[[ Extracted information open ]]

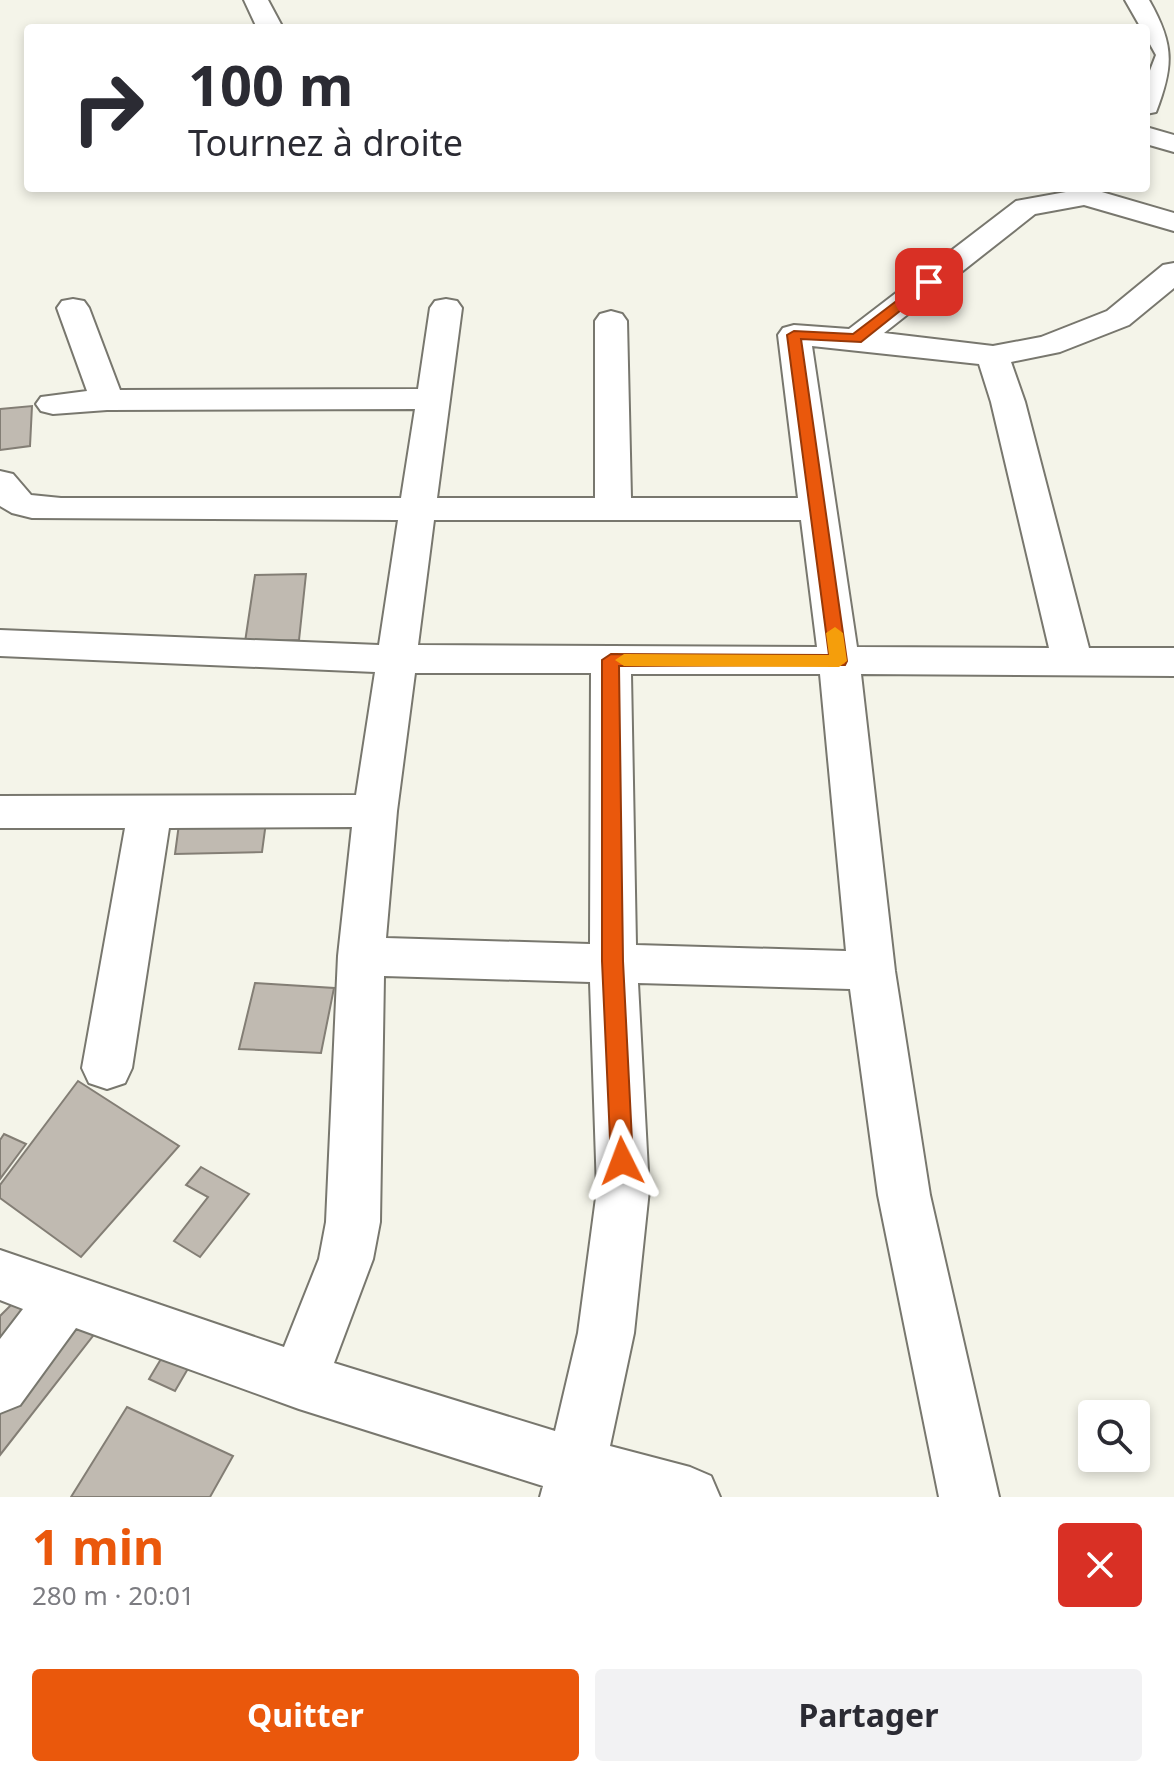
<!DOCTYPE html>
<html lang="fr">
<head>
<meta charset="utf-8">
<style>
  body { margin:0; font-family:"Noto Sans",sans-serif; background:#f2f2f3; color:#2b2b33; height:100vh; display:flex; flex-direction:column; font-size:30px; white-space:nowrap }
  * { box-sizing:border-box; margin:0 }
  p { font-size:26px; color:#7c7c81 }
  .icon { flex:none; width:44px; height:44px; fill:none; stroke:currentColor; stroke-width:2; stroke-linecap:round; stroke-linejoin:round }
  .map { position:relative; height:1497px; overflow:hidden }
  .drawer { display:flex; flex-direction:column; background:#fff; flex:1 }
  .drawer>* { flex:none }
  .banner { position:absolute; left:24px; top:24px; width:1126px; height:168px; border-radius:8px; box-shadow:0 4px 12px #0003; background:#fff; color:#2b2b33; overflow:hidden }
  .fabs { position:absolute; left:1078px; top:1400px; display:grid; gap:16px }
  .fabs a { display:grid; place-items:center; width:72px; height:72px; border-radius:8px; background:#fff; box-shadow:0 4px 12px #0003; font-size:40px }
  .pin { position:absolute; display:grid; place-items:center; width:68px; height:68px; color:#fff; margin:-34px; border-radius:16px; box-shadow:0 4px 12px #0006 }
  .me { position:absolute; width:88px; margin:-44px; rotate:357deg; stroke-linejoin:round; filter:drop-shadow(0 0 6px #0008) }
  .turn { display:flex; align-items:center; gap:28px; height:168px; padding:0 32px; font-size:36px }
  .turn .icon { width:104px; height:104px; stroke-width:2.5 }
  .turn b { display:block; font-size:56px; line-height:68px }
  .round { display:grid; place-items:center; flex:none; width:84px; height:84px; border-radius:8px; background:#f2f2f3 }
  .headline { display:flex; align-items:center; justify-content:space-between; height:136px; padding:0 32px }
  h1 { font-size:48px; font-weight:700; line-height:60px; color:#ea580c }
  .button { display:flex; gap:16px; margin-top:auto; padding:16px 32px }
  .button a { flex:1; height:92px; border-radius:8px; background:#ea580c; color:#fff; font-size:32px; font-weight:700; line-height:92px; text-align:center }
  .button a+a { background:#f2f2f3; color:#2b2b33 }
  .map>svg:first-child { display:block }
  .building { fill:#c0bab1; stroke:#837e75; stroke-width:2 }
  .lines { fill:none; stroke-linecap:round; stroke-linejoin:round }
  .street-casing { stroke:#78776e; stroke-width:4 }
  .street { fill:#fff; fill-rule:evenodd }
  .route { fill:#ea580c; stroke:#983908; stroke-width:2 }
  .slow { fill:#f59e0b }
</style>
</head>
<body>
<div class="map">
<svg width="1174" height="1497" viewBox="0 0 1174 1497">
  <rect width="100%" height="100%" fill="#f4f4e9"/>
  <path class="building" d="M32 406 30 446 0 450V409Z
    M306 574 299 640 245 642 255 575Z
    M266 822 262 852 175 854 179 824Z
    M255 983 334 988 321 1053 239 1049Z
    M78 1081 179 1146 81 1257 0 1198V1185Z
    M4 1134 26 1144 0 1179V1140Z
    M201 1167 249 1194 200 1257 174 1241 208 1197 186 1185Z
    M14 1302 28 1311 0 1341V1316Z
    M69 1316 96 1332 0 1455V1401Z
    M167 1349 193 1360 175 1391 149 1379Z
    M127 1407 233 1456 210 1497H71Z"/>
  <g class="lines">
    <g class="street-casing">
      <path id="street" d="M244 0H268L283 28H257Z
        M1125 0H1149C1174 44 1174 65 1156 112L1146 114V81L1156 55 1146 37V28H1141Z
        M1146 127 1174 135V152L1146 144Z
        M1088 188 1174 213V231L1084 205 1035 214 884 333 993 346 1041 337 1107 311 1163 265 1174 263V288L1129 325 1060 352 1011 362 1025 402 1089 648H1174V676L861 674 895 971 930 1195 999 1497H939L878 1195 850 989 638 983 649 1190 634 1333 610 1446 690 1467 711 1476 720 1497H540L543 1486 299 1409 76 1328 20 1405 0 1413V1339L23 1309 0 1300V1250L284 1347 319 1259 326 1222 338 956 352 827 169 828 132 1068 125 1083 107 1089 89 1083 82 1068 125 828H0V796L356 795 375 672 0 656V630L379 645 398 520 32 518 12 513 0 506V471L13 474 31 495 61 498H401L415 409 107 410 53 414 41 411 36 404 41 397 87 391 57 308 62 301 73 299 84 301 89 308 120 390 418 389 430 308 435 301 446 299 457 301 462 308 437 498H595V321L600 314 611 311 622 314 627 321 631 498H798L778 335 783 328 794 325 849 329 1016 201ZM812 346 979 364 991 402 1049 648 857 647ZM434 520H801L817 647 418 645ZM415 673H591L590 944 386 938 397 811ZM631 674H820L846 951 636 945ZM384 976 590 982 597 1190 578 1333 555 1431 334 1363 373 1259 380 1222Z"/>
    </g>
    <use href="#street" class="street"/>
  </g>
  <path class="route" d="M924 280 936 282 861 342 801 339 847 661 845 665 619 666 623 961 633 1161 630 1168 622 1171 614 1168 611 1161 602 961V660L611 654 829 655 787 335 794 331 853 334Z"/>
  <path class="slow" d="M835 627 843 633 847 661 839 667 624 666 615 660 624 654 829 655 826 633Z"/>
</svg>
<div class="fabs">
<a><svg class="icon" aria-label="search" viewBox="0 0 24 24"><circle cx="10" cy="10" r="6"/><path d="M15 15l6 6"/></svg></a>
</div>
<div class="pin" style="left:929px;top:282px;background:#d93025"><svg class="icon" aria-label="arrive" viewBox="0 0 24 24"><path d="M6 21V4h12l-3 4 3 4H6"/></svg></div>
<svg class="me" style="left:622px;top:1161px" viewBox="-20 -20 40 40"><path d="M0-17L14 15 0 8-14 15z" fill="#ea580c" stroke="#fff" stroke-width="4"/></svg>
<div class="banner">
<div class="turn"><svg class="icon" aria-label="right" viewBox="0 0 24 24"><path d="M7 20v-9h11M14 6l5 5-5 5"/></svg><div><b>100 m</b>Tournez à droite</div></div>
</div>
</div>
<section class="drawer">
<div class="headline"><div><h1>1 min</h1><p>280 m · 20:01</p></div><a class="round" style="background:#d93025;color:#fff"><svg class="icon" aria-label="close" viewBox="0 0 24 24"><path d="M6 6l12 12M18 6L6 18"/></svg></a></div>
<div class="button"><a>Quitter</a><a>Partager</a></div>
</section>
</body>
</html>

[[ Extracted information closed ]]

The lines to show are those in the data above that include "linejoin".

- **Task solution**
  .icon { flex:none; width:44px; height:44px; fill:none; stroke:currentColor; stroke-width:2; stroke-linecap:round; stroke-linejoin:round }
  .me { position:absolute; width:88px; margin:-44px; rotate:357deg; stroke-linejoin:round; filter:drop-shadow(0 0 6px #0008) }
  .lines { fill:none; stroke-linecap:round; stroke-linejoin:round }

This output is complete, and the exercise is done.